(RECORDS PROVIDED begins)

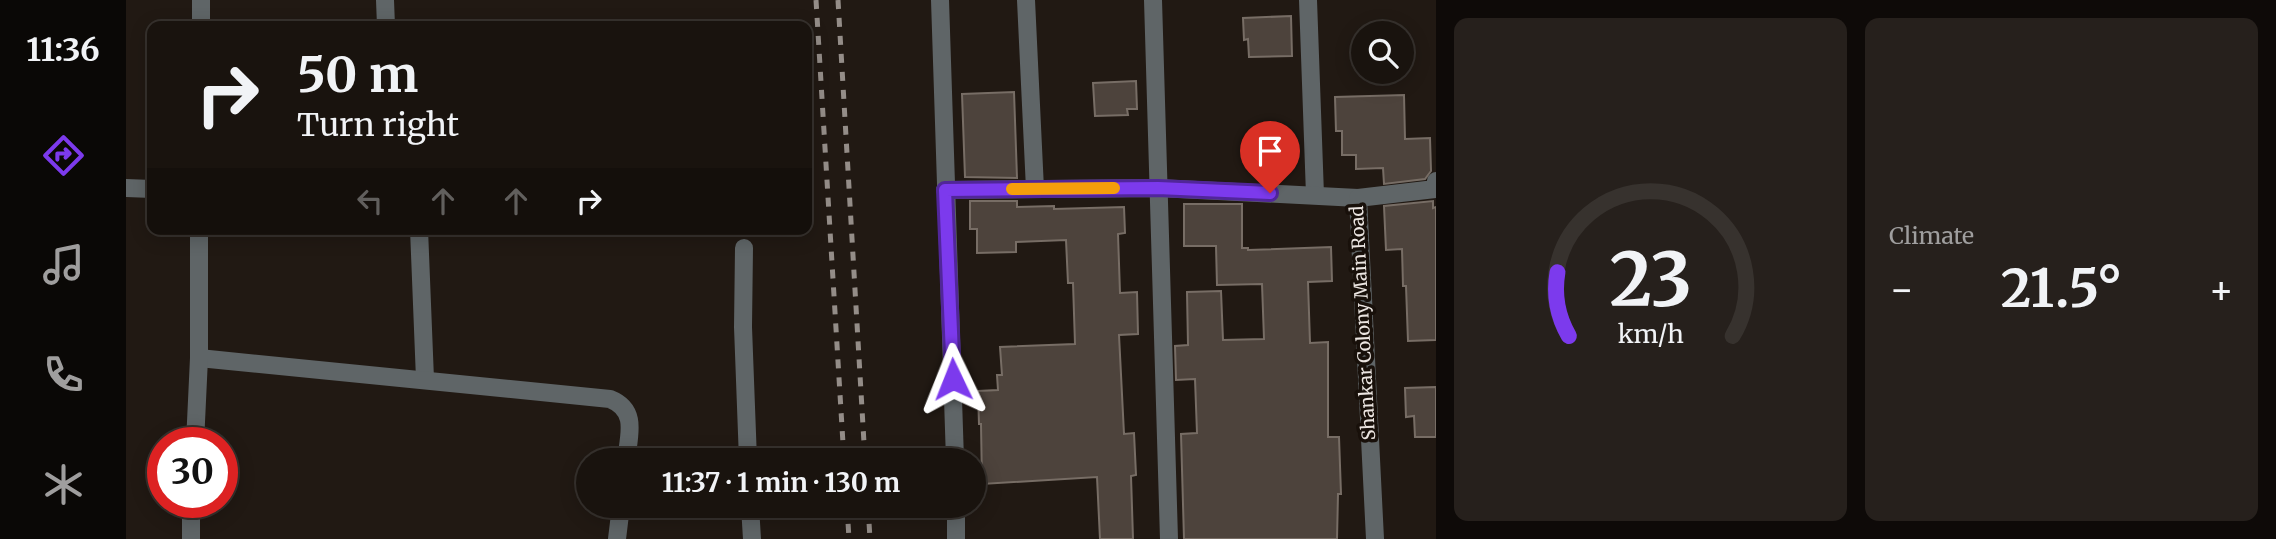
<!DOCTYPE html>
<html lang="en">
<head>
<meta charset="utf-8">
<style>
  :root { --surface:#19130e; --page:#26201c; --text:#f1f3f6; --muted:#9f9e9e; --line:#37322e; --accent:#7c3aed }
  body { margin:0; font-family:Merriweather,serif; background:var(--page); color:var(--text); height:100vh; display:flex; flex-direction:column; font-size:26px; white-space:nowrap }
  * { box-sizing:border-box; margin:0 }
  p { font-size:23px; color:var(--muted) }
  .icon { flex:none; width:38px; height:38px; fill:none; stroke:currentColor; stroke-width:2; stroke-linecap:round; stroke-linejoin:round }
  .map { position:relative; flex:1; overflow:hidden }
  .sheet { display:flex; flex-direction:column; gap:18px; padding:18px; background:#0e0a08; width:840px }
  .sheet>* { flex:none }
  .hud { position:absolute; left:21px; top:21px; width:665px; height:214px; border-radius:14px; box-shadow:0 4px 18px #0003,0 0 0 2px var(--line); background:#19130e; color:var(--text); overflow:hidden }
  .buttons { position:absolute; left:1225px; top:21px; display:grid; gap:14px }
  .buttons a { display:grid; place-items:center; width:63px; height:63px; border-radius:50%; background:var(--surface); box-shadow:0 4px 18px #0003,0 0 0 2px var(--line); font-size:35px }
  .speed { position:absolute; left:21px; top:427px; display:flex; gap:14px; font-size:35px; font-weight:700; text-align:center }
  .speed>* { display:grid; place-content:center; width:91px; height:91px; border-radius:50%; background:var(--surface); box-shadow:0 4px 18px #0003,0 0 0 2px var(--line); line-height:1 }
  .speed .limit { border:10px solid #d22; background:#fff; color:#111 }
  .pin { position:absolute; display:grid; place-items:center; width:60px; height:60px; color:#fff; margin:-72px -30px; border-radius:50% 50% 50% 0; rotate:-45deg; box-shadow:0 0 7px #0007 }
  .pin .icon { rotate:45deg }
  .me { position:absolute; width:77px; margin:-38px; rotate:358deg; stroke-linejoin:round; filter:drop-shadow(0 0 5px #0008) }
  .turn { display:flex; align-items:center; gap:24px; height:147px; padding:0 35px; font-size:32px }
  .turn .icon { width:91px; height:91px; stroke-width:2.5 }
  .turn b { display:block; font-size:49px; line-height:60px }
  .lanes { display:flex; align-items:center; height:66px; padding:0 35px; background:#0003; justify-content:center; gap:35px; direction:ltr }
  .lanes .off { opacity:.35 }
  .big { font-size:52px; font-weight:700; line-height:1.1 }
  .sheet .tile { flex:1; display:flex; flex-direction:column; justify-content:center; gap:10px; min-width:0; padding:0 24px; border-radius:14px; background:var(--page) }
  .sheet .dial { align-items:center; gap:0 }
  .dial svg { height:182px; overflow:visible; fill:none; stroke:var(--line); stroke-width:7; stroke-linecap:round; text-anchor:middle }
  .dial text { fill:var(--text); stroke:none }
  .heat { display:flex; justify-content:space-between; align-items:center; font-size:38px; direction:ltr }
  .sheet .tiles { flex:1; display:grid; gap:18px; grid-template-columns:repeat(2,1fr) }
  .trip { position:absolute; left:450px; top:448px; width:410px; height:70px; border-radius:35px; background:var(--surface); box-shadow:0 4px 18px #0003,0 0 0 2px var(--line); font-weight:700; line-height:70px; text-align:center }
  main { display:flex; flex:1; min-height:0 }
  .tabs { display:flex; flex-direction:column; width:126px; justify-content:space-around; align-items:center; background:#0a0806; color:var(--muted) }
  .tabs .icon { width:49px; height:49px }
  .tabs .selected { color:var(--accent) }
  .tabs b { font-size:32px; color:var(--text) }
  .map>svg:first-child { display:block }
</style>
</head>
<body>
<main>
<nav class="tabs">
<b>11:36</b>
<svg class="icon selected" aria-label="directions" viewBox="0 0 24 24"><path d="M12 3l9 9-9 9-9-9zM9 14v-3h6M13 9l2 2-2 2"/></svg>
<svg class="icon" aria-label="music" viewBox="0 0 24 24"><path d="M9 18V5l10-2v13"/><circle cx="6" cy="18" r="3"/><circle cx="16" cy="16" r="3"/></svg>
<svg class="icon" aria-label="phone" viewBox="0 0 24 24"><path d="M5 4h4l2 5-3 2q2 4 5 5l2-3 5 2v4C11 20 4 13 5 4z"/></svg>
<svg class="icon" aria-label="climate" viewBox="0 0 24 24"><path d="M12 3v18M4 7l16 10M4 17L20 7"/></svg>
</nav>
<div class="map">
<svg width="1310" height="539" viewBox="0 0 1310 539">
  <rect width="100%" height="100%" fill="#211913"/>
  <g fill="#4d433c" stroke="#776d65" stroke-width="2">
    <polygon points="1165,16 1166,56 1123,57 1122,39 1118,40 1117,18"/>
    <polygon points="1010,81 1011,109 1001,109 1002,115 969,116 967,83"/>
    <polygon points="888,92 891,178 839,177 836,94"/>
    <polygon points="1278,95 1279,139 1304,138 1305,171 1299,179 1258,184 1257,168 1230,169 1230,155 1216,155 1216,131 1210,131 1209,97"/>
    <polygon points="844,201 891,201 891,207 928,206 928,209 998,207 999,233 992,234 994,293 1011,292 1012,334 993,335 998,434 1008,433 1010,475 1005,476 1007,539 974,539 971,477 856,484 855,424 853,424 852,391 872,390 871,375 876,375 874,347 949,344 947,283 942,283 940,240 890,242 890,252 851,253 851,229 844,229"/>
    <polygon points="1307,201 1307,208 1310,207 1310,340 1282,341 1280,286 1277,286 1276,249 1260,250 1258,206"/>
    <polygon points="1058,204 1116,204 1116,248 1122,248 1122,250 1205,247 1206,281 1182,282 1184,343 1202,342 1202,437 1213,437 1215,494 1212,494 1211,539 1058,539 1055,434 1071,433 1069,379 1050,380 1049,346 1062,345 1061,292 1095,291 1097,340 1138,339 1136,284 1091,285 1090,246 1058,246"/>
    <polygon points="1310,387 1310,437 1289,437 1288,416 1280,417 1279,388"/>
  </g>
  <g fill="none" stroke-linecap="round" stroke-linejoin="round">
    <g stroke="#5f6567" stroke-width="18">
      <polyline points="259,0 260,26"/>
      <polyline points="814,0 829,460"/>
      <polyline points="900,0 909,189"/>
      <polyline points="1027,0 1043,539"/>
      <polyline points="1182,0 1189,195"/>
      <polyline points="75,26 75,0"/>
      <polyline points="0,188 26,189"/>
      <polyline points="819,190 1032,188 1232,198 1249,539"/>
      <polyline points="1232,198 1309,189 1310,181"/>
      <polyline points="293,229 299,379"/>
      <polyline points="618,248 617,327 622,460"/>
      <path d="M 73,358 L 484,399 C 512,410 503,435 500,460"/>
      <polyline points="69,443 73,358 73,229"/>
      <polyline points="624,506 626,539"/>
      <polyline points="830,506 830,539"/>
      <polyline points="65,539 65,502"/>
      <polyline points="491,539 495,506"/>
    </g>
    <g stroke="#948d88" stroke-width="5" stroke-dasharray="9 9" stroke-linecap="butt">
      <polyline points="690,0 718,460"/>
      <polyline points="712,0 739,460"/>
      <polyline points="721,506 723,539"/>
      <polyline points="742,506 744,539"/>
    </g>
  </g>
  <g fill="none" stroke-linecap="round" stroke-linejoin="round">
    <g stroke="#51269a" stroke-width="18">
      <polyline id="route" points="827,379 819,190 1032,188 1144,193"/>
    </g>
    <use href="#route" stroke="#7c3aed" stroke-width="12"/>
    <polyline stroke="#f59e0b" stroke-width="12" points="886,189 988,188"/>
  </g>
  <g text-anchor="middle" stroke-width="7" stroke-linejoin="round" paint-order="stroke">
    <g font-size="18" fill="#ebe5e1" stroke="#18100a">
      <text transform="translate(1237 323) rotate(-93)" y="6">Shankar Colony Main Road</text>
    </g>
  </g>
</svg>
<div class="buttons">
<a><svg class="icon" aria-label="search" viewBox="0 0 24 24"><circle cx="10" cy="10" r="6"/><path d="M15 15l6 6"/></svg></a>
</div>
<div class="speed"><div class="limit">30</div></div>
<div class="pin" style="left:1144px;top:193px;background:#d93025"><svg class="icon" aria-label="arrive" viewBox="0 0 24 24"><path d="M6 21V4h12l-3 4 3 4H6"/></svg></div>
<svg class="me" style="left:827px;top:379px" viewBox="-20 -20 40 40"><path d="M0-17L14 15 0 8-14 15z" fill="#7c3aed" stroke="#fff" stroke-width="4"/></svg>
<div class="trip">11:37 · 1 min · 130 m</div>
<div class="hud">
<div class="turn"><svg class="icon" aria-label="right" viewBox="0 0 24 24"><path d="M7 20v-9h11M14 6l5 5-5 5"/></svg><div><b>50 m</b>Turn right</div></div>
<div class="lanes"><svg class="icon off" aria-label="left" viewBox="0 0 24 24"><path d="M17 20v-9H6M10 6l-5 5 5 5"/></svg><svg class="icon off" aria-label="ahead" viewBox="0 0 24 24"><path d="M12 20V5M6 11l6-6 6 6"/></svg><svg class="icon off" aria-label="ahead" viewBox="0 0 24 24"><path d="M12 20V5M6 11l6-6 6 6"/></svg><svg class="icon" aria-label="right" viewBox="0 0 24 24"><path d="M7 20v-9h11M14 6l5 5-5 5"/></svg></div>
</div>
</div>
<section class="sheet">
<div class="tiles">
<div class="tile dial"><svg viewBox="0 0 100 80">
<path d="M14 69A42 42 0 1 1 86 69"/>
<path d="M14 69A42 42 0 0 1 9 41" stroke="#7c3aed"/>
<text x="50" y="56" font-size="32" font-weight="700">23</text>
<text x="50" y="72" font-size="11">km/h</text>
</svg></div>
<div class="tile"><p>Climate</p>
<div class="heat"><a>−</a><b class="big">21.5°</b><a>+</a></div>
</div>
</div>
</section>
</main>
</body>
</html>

(RECORDS PROVIDED ends)
(RECORDS PROVIDED begins)

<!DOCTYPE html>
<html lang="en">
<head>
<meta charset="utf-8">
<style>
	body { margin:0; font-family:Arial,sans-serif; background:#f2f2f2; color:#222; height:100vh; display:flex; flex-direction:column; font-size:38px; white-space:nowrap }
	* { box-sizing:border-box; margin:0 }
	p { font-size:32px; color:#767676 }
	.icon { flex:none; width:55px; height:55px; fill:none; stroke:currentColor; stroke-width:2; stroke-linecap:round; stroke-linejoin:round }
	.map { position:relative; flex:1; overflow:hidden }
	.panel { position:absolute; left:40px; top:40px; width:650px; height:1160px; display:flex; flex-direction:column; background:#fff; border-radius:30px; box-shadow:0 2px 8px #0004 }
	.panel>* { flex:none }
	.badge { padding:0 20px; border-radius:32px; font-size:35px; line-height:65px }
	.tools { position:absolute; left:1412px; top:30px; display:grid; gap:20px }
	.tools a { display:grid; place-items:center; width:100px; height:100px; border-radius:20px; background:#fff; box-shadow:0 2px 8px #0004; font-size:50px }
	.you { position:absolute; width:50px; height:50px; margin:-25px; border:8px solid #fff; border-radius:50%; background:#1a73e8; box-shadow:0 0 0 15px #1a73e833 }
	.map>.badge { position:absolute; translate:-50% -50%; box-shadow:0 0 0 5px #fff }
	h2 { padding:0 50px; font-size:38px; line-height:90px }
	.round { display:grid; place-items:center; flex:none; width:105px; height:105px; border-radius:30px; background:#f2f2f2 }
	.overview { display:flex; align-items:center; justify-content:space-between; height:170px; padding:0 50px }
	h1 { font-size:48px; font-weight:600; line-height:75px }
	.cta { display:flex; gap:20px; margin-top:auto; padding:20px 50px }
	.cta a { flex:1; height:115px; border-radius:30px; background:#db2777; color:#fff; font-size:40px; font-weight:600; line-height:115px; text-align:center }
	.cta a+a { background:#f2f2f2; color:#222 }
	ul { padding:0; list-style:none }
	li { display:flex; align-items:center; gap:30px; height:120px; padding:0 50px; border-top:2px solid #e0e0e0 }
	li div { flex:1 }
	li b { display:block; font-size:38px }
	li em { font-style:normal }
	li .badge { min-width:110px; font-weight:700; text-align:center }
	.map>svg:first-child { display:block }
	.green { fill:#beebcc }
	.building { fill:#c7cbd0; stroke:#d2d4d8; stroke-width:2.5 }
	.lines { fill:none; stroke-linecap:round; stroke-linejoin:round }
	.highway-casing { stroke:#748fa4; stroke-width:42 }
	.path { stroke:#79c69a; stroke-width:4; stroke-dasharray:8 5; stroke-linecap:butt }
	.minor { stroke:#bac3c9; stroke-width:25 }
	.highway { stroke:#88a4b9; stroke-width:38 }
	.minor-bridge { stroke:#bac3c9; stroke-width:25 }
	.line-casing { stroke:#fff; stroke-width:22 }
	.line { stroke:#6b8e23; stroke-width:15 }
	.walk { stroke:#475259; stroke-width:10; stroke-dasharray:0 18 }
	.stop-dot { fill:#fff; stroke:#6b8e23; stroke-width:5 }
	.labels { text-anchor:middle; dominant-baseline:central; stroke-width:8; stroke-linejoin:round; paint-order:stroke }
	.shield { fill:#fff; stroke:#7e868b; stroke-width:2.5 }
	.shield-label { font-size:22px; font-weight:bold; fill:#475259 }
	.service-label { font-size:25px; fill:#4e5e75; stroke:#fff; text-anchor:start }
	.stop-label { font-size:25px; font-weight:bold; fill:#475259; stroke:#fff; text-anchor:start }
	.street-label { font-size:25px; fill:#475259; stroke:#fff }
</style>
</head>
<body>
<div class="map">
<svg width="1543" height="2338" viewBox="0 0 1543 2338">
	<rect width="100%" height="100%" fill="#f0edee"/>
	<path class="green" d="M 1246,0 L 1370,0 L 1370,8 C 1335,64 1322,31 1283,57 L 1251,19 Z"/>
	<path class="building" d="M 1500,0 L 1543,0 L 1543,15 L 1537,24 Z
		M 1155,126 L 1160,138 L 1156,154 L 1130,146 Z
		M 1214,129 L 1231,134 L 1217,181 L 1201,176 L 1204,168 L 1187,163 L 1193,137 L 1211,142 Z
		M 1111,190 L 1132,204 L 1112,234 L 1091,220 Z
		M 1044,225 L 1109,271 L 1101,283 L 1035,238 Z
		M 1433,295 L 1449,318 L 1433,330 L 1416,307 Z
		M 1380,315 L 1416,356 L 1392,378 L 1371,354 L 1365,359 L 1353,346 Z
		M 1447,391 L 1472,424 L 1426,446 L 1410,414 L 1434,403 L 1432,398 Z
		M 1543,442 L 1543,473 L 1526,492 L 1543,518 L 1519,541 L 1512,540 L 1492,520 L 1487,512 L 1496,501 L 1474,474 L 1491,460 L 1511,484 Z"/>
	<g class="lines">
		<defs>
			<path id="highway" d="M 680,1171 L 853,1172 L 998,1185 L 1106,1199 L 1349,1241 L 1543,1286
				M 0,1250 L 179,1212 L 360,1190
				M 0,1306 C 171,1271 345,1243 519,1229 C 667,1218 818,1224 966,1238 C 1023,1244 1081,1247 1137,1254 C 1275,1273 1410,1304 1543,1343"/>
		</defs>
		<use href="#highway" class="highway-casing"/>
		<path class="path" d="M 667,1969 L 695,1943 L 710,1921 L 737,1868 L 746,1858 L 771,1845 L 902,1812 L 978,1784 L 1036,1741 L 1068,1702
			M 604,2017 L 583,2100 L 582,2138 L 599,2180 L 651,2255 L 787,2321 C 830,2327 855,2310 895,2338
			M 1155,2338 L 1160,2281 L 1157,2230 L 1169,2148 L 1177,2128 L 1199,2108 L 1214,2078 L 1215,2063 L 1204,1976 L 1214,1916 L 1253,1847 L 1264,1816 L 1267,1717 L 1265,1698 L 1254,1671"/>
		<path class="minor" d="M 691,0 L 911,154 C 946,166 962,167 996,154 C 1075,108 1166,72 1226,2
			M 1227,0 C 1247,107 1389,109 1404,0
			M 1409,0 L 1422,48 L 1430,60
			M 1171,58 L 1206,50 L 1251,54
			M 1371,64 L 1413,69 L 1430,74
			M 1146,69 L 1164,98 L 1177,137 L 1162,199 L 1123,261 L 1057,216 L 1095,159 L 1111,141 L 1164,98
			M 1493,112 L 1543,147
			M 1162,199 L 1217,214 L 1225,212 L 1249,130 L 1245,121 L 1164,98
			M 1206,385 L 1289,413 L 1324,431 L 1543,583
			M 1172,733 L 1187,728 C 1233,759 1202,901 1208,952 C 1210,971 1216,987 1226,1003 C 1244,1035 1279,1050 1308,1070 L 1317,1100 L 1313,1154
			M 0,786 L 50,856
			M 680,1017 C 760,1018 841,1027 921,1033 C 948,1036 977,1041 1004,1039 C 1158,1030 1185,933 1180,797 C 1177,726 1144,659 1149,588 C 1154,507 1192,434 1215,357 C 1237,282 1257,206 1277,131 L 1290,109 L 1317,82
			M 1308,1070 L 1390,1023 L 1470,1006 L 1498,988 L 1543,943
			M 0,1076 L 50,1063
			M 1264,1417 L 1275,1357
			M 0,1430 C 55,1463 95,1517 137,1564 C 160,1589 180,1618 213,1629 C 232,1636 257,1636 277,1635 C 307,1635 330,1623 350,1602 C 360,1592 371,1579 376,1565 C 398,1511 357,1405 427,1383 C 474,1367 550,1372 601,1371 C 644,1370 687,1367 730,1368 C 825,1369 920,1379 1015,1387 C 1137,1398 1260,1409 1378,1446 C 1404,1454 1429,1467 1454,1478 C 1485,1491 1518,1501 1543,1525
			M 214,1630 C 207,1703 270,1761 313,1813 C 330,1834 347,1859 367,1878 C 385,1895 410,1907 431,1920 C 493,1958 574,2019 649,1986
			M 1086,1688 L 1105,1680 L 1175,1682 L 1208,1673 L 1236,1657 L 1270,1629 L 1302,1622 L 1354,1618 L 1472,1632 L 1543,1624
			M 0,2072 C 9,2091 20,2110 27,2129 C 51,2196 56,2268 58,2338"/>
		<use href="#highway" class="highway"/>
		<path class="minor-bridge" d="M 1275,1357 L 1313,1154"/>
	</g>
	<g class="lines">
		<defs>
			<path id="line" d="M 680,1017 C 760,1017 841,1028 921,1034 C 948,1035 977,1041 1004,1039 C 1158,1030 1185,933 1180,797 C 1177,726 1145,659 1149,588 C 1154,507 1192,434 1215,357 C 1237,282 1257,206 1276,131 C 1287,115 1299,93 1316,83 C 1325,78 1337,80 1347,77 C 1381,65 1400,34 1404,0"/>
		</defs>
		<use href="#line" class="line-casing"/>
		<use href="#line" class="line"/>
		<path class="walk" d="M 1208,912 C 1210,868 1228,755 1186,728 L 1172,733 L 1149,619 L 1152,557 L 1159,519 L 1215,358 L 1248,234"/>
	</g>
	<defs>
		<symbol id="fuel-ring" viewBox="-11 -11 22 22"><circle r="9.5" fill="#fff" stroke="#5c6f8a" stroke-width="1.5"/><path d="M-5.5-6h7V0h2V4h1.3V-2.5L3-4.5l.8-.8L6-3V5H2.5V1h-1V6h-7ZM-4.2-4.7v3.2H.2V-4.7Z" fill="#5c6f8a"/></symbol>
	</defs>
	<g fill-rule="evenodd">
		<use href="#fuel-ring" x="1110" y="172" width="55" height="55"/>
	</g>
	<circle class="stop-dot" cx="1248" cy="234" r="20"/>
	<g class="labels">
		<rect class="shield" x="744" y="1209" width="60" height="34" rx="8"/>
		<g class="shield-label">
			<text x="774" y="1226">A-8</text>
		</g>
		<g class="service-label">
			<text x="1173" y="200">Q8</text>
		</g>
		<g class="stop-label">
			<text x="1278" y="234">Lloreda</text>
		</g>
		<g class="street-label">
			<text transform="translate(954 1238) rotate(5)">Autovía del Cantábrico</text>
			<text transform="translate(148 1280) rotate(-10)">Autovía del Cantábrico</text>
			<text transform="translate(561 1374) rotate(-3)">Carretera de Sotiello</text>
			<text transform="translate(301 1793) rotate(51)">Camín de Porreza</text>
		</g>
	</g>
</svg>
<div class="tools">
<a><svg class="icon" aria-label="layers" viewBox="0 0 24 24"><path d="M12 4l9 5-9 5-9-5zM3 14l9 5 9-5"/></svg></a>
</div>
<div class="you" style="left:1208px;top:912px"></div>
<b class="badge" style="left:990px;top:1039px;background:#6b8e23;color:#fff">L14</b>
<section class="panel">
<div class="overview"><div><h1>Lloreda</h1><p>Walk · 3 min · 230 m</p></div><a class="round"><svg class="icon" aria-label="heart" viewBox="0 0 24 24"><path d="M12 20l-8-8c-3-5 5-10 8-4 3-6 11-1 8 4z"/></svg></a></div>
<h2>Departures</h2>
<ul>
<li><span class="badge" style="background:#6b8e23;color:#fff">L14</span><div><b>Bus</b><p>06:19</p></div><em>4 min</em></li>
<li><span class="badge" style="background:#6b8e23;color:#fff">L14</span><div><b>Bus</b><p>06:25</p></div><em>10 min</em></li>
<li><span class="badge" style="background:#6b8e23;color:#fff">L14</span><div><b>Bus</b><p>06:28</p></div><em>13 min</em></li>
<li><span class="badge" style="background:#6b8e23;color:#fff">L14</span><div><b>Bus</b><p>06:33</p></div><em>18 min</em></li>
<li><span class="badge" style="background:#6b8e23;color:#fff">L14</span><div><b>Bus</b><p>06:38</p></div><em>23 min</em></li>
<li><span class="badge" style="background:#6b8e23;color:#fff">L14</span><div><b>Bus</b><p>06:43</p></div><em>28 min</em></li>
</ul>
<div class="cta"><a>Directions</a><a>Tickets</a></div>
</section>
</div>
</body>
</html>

(RECORDS PROVIDED ends)

TASK GOAL: Write out every line from the entries where "heat" appears.

SOLUTION BELOW:
  .heat { display:flex; justify-content:space-between; align-items:center; font-size:38px; direction:ltr }
<div class="heat"><a>−</a><b class="big">21.5°</b><a>+</a></div>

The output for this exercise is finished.